_WORK INSTRUCTIONS_.
Repeat the listing exactly, minus the pictures.

_MATERIAL SHOWN_.
━━━━━━━━━━━━━━━━━━━━━━━━━━━━━━

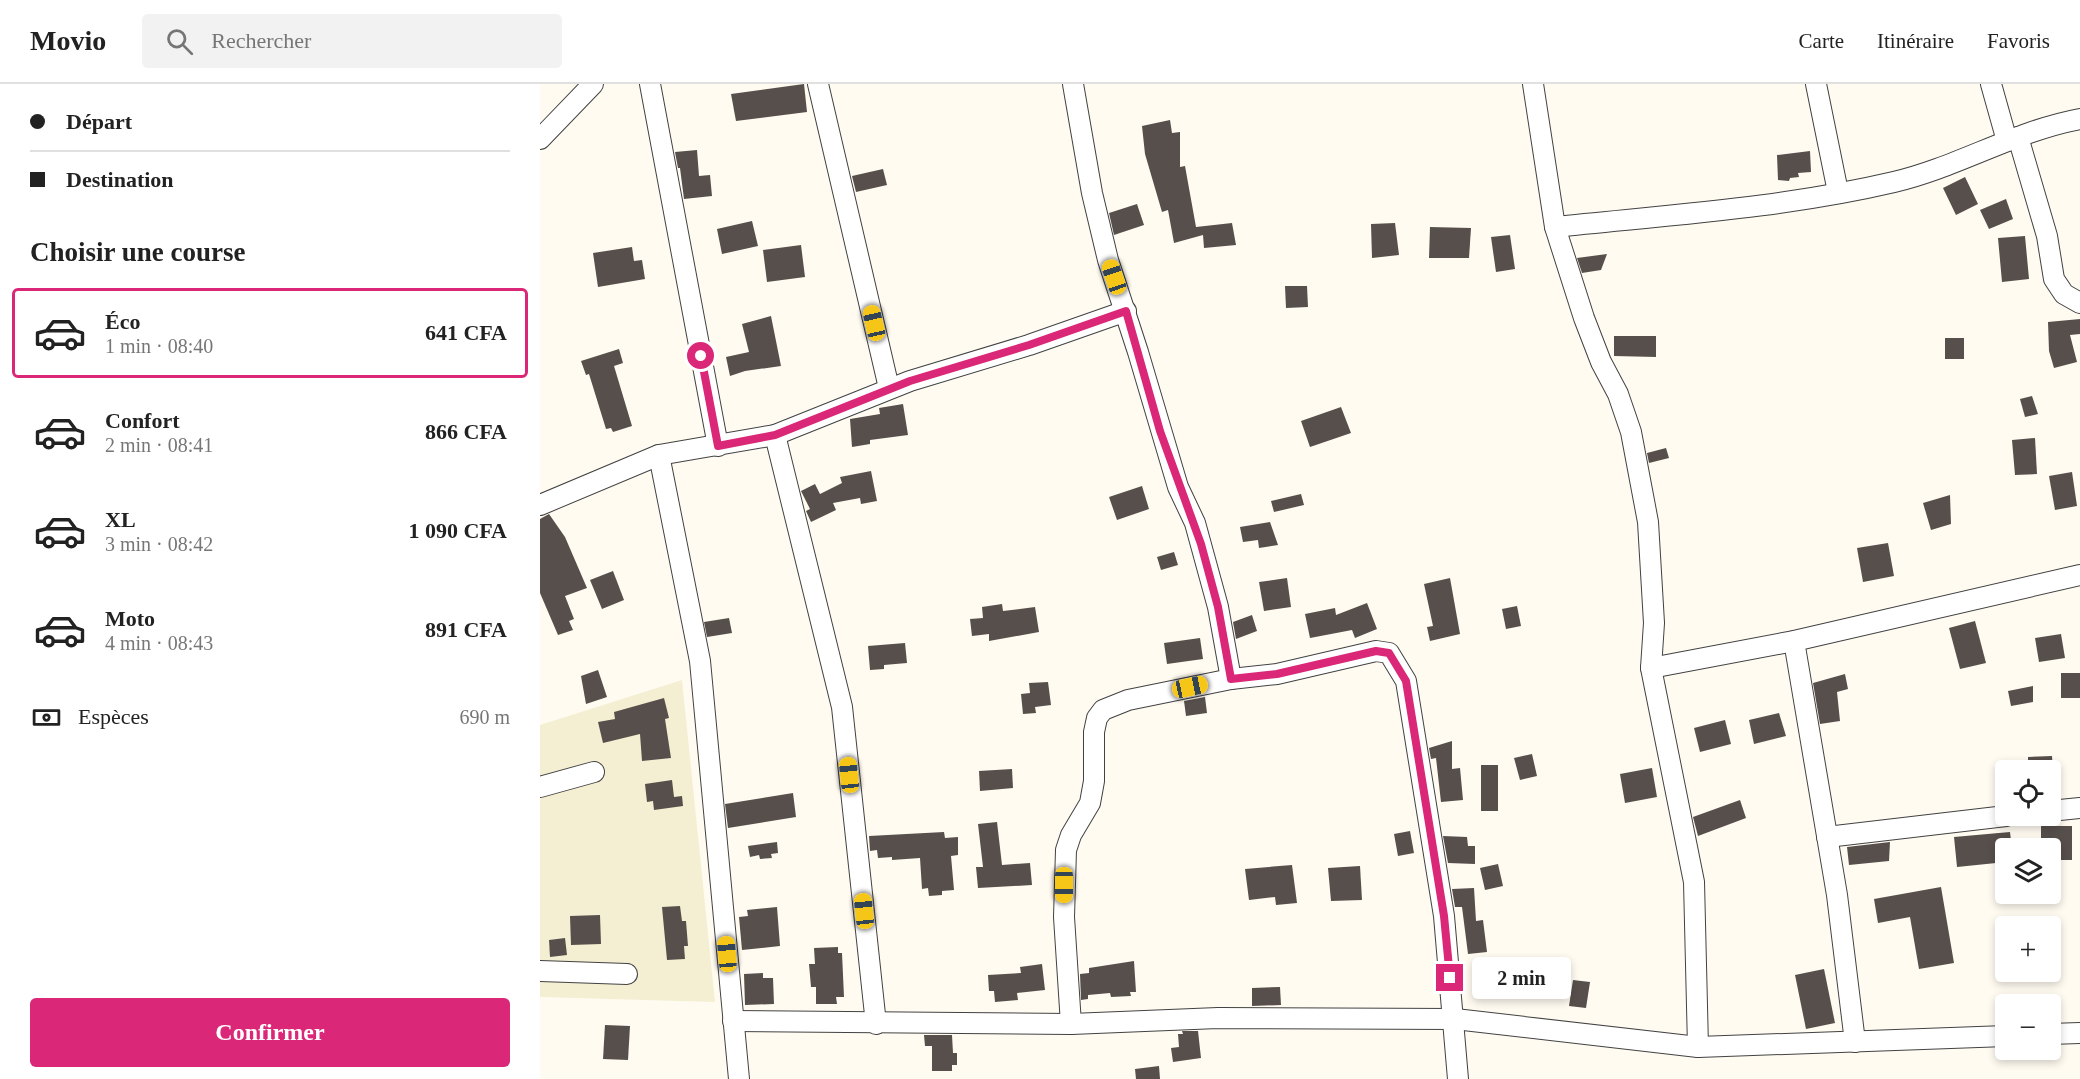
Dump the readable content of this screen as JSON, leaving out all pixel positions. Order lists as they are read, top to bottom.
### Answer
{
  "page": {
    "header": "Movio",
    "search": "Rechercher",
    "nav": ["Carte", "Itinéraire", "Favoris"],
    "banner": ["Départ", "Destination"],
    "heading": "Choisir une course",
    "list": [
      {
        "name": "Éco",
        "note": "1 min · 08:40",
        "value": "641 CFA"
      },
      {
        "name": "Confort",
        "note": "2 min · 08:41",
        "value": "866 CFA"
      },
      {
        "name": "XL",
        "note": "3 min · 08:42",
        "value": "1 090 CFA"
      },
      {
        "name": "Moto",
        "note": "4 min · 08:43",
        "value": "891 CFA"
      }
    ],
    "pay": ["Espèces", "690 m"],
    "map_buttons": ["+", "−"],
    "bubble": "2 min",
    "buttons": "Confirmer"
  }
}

━━━━━━━━━━━━━━━━━━━━━━━━━━━━━━

_EXERCISE RESULT_.
Dump the readable content of this screen as JSON, leaving out all pixel positions. Order lists as they are read, top to bottom.
### Answer
{
  "page": {
    "header": "Movio",
    "search": "Rechercher",
    "nav": ["Carte", "Itinéraire", "Favoris"],
    "banner": ["Départ", "Destination"],
    "heading": "Choisir une course",
    "list": [
      {
        "name": "Éco",
        "note": "1 min · 08:40",
        "value": "641 CFA"
      },
      {
        "name": "Confort",
        "note": "2 min · 08:41",
        "value": "866 CFA"
      },
      {
        "name": "XL",
        "note": "3 min · 08:42",
        "value": "1 090 CFA"
      },
      {
        "name": "Moto",
        "note": "4 min · 08:43",
        "value": "891 CFA"
      }
    ],
    "pay": ["Espèces", "690 m"],
    "map_buttons": ["+", "−"],
    "bubble": "2 min",
    "buttons": "Confirmer"
  }
}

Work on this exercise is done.